─── Listed records ───

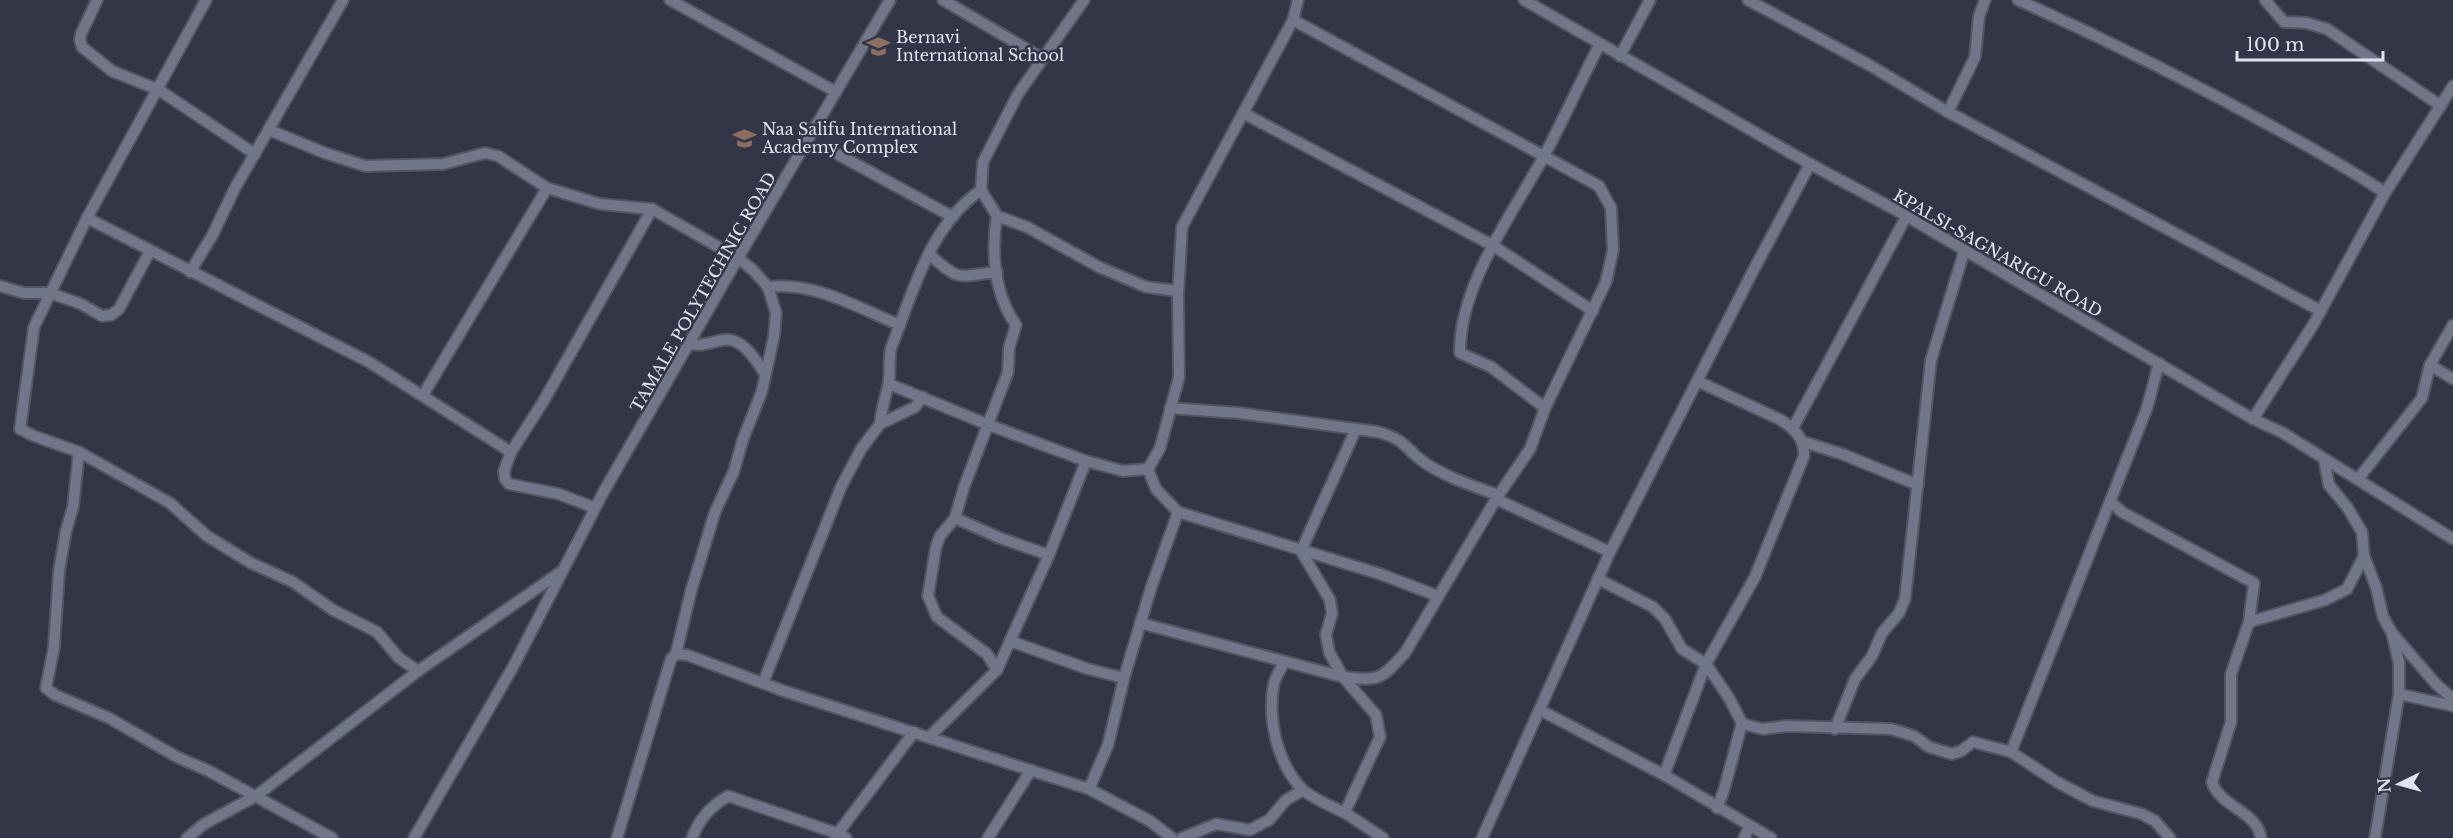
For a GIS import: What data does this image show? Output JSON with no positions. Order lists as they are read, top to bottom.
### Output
{
  "streets": {
    "street": ["KPALSI-SAGNARIGU ROAD", "TAMALE POLYTECHNIC ROAD"]
  },
  "places": {
    "school or university": ["Bernavi International School", "Naa Salifu International Academy Complex"]
  },
  "scale_bar": "100 m",
  "north": "left"
}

───

Assignment: Images are to be omitted; everything else in the records is to be transcribed exactly.

Task result:
For a GIS import: What data does this image show? Output JSON with no positions. Order lists as they are read, top to bottom.
### Output
{
  "streets": {
    "street": ["KPALSI-SAGNARIGU ROAD", "TAMALE POLYTECHNIC ROAD"]
  },
  "places": {
    "school or university": ["Bernavi International School", "Naa Salifu International Academy Complex"]
  },
  "scale_bar": "100 m",
  "north": "left"
}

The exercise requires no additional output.